Clearing, clear, clearing, clear
In this moment, there is no fear
I trust my heart, I trust my gut,
I know just how to get out of this rut.
False evidence appearing real
I know just what I feel
I doubt the doubts, I know my truth
I am present, sky to root
I am heart, I am compassion,
I know just what I am tested in,
Feels like patience, always waiting,
Wondering when is it my turn, anticipating.
Experiencing stillness, keeping the quiet,
Trying not to be silenced, not to buy it.
Staying balanced, in my form,
Not buying into the norm.
September 28, 2022
Vivid Verbs
Welcome mat, searing her feet.
Grease trap, broiling over.
Old faded couch, peeling like a bad tan.
Mincing down the street, the cat looked smashing.
Peeling off her mask was the first step.
August 23, 2022
February 21, 2022
Empty Place
Right now besides for a few tatters of gray mist,
The sky is empty, gently sun-kissed,
A streak of salmon in the west,
Peaceful blues paint in the rest.
Even red-tailed hawks and gulls are gone,
Not a spout or a sail out on the horizon,
The ocean seems empty, flat, glassine,
Teeming with life only in the depths unseen.

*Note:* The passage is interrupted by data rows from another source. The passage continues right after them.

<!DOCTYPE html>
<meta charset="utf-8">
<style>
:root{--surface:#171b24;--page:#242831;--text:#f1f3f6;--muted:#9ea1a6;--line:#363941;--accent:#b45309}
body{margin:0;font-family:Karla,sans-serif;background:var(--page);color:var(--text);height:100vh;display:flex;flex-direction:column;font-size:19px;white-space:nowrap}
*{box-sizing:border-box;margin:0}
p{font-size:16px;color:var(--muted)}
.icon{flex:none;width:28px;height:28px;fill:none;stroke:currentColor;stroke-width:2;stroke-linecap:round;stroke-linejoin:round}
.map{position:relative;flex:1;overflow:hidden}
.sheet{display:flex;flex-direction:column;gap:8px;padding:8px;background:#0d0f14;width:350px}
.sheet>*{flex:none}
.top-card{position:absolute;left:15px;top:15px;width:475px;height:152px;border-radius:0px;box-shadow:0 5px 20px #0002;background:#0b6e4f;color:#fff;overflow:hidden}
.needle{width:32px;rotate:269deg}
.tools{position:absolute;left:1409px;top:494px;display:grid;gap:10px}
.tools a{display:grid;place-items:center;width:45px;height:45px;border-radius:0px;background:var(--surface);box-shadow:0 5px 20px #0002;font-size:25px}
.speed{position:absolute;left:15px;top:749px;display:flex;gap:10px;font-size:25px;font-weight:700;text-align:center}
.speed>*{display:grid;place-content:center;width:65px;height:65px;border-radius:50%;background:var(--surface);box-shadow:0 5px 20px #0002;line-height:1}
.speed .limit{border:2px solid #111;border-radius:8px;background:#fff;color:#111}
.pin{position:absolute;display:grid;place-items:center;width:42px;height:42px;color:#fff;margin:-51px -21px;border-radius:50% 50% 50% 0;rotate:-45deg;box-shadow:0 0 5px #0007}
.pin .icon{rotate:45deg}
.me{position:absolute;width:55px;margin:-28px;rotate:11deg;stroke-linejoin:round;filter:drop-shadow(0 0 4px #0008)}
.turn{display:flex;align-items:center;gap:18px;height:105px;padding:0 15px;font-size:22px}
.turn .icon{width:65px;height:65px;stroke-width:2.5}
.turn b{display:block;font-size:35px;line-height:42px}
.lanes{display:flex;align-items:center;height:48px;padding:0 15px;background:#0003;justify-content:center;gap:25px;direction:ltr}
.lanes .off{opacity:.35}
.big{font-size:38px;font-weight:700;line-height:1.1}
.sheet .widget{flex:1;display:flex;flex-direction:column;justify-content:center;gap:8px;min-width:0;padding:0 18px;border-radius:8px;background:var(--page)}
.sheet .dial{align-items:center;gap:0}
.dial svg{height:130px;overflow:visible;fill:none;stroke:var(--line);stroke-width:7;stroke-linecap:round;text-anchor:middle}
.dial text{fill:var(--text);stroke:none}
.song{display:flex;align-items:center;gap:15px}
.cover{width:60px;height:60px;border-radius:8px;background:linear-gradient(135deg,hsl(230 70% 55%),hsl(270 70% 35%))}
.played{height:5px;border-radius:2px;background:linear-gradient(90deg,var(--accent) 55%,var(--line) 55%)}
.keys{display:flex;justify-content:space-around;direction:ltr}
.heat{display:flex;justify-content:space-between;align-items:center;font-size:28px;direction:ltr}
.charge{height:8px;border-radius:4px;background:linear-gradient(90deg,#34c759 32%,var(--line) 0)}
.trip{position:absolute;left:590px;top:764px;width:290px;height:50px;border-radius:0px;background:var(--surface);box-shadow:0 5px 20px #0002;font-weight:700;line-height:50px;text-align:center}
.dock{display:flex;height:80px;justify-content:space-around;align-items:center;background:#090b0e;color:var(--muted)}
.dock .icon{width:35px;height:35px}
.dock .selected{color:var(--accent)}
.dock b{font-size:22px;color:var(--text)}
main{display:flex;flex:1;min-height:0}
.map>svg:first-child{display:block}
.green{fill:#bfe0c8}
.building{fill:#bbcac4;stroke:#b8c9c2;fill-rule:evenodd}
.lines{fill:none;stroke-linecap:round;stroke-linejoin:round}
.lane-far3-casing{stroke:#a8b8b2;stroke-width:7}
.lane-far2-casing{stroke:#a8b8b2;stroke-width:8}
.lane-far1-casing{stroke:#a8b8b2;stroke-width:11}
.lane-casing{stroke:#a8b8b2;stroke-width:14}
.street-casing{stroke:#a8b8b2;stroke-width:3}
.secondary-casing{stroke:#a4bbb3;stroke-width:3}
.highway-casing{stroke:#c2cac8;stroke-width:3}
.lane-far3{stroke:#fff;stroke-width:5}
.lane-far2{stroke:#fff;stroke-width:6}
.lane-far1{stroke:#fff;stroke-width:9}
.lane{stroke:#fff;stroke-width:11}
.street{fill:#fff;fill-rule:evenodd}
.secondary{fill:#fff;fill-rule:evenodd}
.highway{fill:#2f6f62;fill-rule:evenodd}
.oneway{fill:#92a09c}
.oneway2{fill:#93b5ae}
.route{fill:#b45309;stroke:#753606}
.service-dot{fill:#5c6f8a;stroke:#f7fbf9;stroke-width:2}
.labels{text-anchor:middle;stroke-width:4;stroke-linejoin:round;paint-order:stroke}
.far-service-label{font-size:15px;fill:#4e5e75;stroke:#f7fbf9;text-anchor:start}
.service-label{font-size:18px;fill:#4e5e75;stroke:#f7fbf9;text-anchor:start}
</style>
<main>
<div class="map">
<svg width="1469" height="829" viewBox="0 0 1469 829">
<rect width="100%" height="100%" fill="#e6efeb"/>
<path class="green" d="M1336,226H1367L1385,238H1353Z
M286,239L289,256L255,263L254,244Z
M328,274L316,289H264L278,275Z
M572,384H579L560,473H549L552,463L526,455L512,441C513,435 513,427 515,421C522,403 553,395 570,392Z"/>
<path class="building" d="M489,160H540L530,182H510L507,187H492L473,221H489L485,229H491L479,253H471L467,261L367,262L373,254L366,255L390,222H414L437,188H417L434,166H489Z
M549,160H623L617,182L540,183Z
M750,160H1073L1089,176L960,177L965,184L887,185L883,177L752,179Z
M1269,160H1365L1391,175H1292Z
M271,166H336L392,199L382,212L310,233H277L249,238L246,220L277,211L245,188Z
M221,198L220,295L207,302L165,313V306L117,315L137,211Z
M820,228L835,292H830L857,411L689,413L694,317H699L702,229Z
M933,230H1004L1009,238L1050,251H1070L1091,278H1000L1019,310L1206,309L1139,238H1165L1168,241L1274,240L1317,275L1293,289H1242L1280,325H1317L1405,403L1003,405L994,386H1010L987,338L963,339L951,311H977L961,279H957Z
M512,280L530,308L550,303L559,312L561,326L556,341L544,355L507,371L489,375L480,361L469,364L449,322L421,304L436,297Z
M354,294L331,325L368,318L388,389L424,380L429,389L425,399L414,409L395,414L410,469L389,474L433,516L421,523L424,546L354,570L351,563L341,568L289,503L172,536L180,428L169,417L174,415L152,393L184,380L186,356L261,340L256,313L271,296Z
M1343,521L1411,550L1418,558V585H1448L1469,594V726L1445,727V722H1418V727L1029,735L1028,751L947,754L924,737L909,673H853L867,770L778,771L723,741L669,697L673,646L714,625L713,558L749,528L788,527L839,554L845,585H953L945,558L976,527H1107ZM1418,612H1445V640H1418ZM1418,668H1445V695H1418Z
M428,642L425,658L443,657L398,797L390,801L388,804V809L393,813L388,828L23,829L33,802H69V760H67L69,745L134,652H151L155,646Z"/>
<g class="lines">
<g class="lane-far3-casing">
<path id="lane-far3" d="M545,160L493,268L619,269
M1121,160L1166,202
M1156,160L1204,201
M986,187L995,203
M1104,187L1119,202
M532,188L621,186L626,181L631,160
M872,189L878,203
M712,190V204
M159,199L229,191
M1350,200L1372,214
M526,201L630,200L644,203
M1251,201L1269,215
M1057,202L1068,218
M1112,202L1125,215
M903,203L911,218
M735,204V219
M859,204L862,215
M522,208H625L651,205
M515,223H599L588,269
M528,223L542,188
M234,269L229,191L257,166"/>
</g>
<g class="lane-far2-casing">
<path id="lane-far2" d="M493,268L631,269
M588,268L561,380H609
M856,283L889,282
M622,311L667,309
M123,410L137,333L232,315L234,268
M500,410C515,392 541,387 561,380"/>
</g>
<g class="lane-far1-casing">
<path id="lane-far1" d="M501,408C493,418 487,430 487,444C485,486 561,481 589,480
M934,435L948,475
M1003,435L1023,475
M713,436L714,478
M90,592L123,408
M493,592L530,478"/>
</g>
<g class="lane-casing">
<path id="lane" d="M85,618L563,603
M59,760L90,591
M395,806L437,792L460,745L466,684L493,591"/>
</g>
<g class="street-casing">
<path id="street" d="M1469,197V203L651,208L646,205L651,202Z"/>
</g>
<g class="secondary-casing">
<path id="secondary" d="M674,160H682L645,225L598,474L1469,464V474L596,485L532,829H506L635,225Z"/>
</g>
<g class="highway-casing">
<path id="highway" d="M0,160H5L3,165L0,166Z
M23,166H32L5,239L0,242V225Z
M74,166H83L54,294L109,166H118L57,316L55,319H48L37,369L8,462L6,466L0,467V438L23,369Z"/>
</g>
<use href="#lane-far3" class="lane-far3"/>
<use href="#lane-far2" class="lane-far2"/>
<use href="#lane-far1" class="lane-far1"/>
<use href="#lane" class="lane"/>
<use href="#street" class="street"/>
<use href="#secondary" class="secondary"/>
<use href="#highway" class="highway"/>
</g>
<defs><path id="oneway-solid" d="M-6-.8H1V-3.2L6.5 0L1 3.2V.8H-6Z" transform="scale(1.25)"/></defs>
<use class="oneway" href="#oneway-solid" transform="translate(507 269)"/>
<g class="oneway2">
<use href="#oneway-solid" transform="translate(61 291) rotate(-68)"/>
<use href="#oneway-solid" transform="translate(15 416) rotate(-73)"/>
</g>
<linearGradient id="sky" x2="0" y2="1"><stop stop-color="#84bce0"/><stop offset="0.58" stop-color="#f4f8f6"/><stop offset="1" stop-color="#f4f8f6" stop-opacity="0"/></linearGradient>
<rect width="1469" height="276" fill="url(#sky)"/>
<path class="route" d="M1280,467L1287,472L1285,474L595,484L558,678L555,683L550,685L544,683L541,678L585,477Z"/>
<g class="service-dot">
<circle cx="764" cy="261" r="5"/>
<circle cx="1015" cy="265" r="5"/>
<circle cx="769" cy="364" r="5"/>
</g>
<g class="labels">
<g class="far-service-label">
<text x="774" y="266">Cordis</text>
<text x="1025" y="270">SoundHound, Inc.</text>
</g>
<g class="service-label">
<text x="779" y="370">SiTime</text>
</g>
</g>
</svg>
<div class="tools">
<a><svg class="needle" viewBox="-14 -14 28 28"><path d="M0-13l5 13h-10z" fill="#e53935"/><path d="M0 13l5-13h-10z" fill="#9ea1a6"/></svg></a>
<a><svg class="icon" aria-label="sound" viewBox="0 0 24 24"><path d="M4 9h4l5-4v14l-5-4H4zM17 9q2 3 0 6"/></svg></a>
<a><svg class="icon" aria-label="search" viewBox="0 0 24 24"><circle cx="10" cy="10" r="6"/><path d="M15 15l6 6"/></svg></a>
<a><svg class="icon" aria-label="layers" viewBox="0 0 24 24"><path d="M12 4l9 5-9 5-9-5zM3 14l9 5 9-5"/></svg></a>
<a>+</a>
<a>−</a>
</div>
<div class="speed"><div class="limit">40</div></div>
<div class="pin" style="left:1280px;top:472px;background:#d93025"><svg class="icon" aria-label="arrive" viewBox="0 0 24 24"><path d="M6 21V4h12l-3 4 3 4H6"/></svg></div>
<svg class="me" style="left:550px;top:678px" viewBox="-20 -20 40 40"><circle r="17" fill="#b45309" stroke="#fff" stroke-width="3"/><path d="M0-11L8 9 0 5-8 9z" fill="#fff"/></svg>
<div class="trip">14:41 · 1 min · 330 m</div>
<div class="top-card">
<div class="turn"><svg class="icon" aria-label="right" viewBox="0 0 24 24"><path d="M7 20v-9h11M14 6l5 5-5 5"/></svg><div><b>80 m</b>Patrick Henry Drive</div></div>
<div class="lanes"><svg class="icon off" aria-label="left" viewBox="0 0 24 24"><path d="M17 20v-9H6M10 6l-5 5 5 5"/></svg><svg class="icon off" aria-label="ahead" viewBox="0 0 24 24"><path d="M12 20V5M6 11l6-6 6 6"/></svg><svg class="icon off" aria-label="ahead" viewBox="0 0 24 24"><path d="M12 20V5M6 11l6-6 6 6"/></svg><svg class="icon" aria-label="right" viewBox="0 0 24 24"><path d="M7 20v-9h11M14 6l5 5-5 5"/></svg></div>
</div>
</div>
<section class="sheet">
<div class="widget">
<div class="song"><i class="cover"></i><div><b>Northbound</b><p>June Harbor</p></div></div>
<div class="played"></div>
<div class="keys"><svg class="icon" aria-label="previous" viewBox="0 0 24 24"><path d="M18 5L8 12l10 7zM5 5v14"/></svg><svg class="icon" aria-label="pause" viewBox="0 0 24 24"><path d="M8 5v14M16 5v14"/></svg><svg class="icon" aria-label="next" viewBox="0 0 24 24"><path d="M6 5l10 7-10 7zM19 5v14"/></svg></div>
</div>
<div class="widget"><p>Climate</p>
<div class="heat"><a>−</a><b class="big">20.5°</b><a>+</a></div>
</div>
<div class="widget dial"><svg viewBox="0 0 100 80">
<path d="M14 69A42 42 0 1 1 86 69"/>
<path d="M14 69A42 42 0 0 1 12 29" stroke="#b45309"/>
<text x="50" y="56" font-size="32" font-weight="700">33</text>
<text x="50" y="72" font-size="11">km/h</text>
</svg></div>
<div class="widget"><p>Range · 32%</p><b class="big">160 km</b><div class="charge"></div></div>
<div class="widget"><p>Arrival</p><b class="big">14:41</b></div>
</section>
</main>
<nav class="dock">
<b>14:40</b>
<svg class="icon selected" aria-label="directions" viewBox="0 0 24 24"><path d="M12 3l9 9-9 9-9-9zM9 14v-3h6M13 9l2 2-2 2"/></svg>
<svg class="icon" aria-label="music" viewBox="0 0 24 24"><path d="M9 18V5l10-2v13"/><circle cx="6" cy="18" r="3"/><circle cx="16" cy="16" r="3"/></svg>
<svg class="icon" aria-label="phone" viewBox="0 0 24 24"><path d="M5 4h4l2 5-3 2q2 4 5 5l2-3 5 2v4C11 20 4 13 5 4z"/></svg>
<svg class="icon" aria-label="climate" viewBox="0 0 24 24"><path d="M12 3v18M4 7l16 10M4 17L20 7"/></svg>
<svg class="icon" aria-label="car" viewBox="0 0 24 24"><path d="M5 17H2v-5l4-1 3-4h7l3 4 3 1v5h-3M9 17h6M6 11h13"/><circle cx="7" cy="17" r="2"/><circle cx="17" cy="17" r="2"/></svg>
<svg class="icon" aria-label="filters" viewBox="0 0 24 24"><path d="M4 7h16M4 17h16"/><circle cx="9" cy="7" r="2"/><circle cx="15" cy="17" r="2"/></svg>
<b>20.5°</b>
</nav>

The field below is quiet and clear,
Except for the scuttling of rabbits, quail, and deer,
Buzzing bees, ravens, the squawking of jays,
Hummingbirds coming to visit the velvety sage.
There's just a circle of chairs in the chapter room,
Filled with a scent of Easter lilies in bloom,
Deep red roses, white daisies and baby's breath,
In the center is the altar honoring life and death.
My cup is dried, bowl washed and put away,
Floor is swept, the bed has been made,
Nothing to do, but enjoy this sacred space,
Think I'll call it, "My empty place."